A programação da manhã do primeiro dia do 13º Congresso Nacional de Direito do Trabalho e Processual do Trabalho foi concluída com o 1º painel do programa, que pôs em debate o polêmico Acordo Coletivo de Trabalho com Propósito Específico, ou simplesmente Acordo Coletivo Especial (ACE), como a proposta ficou conhecida. Com origem no Sindicato dos Metalúrgicos do ABC (Santo André, São Bernardo do Campo e São Caetano do Sul, municípios da Região Metropolitana da capital paulista e que formam uma das regiões mais industrializadas do País), o anteprojeto que propõe a legalização do ACE foi entregue pelo ex-presidente da entidade sindical, Sérgio Nobre, em 30 de novembro de 2011, ao ministro Gilberto Carvalho, secretário-geral da Presidência da República, e ao então presidente da Câmara dos Deputados, Marco Maia.

Segundo a entidade sindical, se a proposta de legalização do ACE for aprovada, garantirá "segurança jurídica aos acordos específicos entre sindicato e empresa", fazendo com que "a negociação coletiva seja valorizada e adotada no País como instrumento mais moderno para a solução de conflitos pertinentes às relações de trabalho e à representação sindical no local de trabalho". O Sindicato dos Metalúrgicos do ABC afirma ainda que o ACE baseia-se em modelo de representação adotado pela entidade "há mais de 30 anos".

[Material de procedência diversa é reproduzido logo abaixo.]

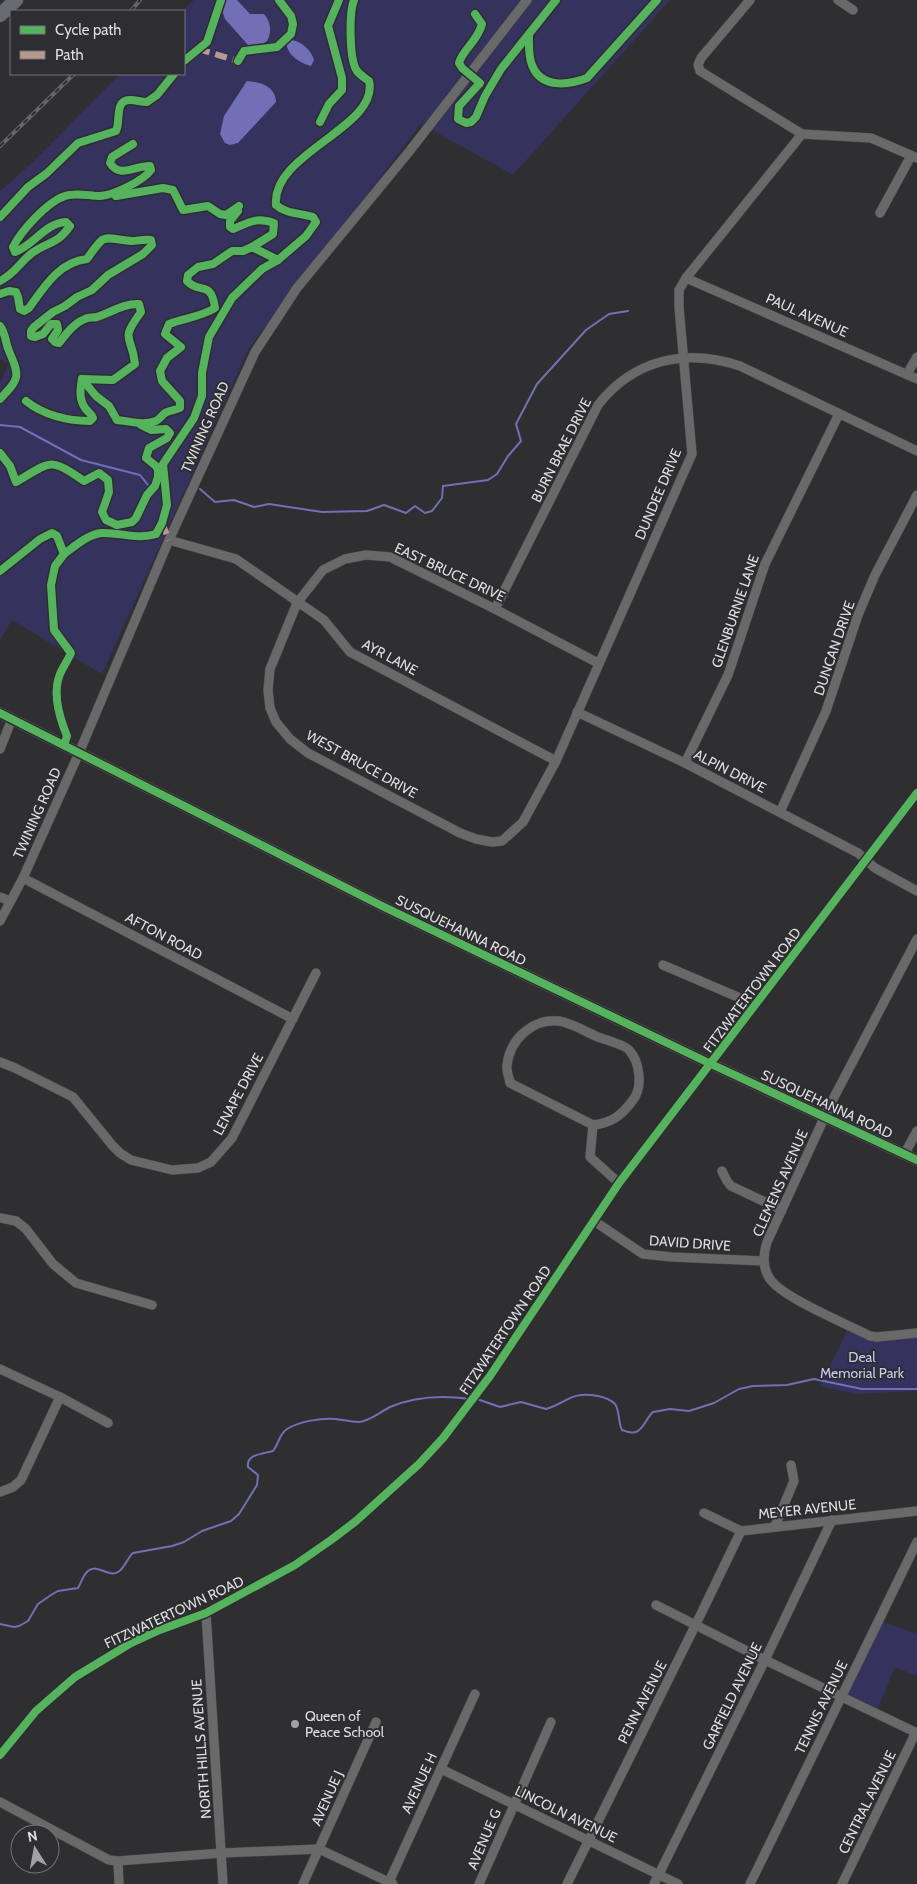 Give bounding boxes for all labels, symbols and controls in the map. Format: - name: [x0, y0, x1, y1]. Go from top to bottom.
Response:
- legend: [10, 10, 185, 75]
- text: Cycle path: [55, 21, 121, 39]
- text: Path: [55, 46, 84, 64]
- street label: PAUL AVENUE: [763, 289, 851, 341]
- street label: TWINING ROAD: [177, 379, 233, 475]
- street label: BURN BRAE DRIVE: [527, 395, 595, 505]
- street label: DUNDEE DRIVE: [631, 445, 685, 542]
- street label: EAST BRUCE DRIVE: [392, 538, 508, 606]
- street label: GLENBURNIE LANE: [707, 552, 763, 670]
- street label: DUNCAN DRIVE: [809, 598, 859, 698]
- street label: AYR LANE: [359, 635, 421, 679]
- street label: WEST BRUCE DRIVE: [303, 726, 421, 802]
- street label: ALPIN DRIVE: [691, 745, 769, 797]
- street label: TWINING ROAD: [9, 765, 65, 861]
- street label: SUSQUEHANNA ROAD: [393, 891, 529, 969]
- street label: AFTON ROAD: [122, 908, 206, 964]
- street label: FITZWATERTOWN ROAD: [699, 924, 805, 1056]
- street label: LENAPE DRIVE: [209, 1050, 267, 1138]
- street label: SUSQUEHANNA ROAD: [758, 1066, 896, 1142]
- street label: CLEMENS AVENUE: [748, 1126, 812, 1239]
- street label: DAVID DRIVE: [649, 1231, 732, 1255]
- street label: FITZWATERTOWN ROAD: [455, 1262, 555, 1398]
- park label: Deal Memorial Park: [820, 1348, 905, 1382]
- street label: MEYER AVENUE: [757, 1495, 857, 1523]
- street label: FITZWATERTOWN ROAD: [101, 1572, 247, 1652]
- street label: GARFIELD AVENUE: [698, 1639, 766, 1753]
- street label: PENN AVENUE: [613, 1657, 671, 1746]
- street label: TENNIS AVENUE: [791, 1657, 852, 1757]
- street label: NORTH HILLS AVENUE: [187, 1678, 215, 1820]
- place label: Queen of Peace School: [305, 1707, 385, 1741]
- marker: Queen of Peace School: [289, 1718, 301, 1730]
- street label: CENTRAL AVENUE: [834, 1747, 900, 1857]
- street label: AVENUE H: [397, 1750, 441, 1816]
- street label: AVENUE J: [307, 1768, 347, 1828]
- street label: LINCOLN AVENUE: [512, 1781, 620, 1847]
- street label: AVENUE G: [463, 1806, 505, 1872]
- north arrow: [10, 1824, 60, 1874]
- text: N: [26, 1826, 39, 1846]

Na prática, a aprovação da proposta permitiria flexibilizar a legislação trabalhista brasileira, o que faz do anteprojeto um combustível poderoso para a engrenagem da polêmica. Não por acaso, o tema foi escolhido para pautar logo o 1º painel do Congresso do TRT-15, com a indispensável participação do atual presidente do Sindicato, Rafael Marques da Silva Junior, empregado da Ford, unidade de São Bernardo do Campo, desde 1986. Para debater com o sindicalista foram convidados o sociólogo do trabalho Ricardo Antunes, professor titular de Sociologia no Instituto de Filosofia e Ciências Humanas da Unicamp, e o juiz titular da 1ª Vara do Trabalho de Ribeirão Preto, Renato Henry Sant'Anna. O painel foi mediado pela desembargadora Tereza Aparecida Asta Gemignani, vice-diretora da Escola Judicial do TRT da 15ª Região.

Tese

"A Constituição Federal de 1988 elevou a negociação coletiva à condição de direito fundamental. Se, por um lado, assim fez valer o preceito contido nas Convenções 98 e 154 da Organização Internacional do Trabalho, por outro, desencadeou uma série de controvérsias. Na era contêmporânea, as rápidas e intensas mudanças provocadas pelos novos modelos de organização produtiva trouxeram novos desafios. Nesse contexto, o exercício da negociação coletiva deve ser ampliado ou limitado? Em relação às jornadas e intervalos para refeição e descanso, quais seriam esses limites? As negociações devem ser permanentes ou devem ocorrer apenas na data-base da categoria? A negociação coletiva deve atuar apenas em conformidade com a lei (secundum legem) e nos vazios legais (praeter legem), ou também podem dispor diferentemente do que estabelecem os marcos legais? Nesse caso, levaria as partes à precarização, ou iria permitir a construção de um novo direito, abrindo outras vias jurídicas para compatibilizar o marco normativo com a realidade fática, cada vez mais complexa e cambiante?" Logo na abertura, a desembargadora Tereza Asta, doutora em Direito do Trabalho pela USP e ocupante da cadeira nº 70 da Academia Nacional de Direito do Trabalho (ANDT), além de apreciadora confessa de debates densos – não por acaso é autora do livro "Direitos Fundamentais e sua aplicação no mundo do trabalho – questões controversas" (2010) –, deu o tom de como seria o painel.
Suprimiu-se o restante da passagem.